O PSD/Açores acusou, no decorrer do segundo dia dos trabalhos parlamentares do mês de setembro, que terminam sexta feira na Horta, o “PS e o PCP de inviabilizarem a aprovação de um voto de protesto “contra a qualidade do serviço que a SATA Internacional/Azores Airlines está a realizar nas ligações da Horta com Lisboa”.
No entender, de Luís Garcia, esta situação “tem provocado prejuízos irreparáveis no Turismo, na Economia em geral, e na imagem dos Açores junto de quem nos visita”, afirmou o deputado.

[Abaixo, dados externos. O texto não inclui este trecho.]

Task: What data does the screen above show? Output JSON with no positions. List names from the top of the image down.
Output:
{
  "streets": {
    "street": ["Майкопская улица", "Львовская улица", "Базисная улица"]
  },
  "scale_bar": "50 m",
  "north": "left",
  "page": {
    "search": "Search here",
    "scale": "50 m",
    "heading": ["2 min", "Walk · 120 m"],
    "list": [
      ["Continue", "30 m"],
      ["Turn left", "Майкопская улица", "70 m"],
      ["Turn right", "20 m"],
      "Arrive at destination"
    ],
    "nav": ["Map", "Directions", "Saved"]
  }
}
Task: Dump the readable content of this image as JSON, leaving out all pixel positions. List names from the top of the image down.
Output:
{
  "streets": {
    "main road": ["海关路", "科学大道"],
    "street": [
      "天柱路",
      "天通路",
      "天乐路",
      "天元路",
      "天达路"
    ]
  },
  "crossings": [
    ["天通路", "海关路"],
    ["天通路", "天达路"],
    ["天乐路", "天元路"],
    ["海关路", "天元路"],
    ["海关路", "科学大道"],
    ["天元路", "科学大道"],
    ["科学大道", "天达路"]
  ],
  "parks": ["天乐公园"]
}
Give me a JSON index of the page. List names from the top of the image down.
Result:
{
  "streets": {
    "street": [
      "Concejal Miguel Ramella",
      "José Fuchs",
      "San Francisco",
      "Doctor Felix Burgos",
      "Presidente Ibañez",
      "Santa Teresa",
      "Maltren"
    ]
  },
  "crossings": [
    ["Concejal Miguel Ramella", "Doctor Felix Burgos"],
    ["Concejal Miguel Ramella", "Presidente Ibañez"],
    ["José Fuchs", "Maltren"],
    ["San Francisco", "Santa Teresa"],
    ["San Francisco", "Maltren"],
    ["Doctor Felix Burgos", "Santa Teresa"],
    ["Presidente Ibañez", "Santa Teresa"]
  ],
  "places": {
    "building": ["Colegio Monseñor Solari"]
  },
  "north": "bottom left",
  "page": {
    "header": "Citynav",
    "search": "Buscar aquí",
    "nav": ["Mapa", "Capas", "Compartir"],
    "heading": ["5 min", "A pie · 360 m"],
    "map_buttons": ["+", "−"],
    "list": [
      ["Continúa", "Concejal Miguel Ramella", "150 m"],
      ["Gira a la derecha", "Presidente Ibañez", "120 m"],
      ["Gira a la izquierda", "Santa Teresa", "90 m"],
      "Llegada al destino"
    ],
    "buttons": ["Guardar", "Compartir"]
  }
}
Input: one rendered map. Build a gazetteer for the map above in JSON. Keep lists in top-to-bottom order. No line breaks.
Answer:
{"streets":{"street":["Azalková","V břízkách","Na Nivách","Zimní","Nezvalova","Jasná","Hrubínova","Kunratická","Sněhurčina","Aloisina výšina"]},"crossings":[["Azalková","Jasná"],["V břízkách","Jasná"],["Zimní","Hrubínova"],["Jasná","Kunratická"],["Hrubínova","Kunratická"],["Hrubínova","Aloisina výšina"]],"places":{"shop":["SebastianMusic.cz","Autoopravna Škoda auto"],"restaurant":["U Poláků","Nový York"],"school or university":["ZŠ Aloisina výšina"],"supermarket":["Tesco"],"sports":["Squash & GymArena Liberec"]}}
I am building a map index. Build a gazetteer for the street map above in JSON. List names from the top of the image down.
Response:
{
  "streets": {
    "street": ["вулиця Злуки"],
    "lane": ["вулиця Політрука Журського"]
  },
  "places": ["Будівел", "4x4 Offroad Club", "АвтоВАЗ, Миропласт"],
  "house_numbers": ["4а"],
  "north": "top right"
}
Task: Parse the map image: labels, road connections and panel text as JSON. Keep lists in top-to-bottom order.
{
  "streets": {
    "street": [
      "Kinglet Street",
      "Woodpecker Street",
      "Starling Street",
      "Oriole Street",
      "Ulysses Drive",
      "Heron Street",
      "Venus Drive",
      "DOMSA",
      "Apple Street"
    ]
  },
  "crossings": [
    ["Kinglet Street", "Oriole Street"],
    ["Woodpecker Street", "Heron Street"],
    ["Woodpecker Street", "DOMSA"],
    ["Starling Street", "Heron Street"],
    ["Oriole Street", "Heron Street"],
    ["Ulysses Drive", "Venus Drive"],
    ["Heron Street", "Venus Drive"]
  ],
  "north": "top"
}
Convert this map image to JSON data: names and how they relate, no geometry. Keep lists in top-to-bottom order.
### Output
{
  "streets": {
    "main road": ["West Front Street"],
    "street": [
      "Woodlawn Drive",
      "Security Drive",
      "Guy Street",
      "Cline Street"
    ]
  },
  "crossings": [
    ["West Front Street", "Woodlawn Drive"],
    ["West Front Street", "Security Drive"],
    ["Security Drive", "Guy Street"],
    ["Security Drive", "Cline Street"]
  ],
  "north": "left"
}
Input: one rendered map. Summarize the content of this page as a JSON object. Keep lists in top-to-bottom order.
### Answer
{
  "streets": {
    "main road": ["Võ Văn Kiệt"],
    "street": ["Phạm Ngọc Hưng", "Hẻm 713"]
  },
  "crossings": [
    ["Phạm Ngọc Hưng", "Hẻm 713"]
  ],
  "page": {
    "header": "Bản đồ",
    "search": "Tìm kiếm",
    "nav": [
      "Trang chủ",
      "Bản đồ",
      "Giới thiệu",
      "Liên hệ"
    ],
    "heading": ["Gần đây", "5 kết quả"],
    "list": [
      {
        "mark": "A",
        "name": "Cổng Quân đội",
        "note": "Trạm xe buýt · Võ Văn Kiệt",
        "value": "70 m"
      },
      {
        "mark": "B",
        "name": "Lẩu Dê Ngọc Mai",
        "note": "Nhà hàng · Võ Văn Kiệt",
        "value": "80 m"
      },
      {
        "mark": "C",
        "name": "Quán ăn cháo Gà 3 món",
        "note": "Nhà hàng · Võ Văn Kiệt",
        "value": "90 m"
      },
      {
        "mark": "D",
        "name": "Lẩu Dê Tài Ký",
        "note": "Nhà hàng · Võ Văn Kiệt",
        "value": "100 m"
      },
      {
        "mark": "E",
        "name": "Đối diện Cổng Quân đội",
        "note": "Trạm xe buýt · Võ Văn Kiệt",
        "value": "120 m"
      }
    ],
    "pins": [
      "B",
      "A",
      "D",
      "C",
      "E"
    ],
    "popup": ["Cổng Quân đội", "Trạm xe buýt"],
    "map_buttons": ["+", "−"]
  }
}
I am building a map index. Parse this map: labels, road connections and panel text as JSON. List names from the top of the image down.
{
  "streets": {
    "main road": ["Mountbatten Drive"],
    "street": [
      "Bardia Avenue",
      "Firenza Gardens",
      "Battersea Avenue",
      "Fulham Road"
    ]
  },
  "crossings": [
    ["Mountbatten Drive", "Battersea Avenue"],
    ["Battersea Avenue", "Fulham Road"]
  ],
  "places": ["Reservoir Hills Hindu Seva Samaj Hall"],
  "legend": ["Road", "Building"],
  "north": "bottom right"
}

O social democrata, considerou que a operação da SATA Internacional/Azores Airlines no Aeroporto da Horta têm-se revelado, “pelo segundo ano consecutivo” e sobretudo durante o verão IATA, “um verdadeiro tormento” e lamentou que perante o protesto apresentado na sede do parlamento, que demonstra também o “descontentamento dos faialenses”, “o partido do governo e um partido da oposição, o PCP, se recusem a apoiar quem está a ser prejudicado”, disse.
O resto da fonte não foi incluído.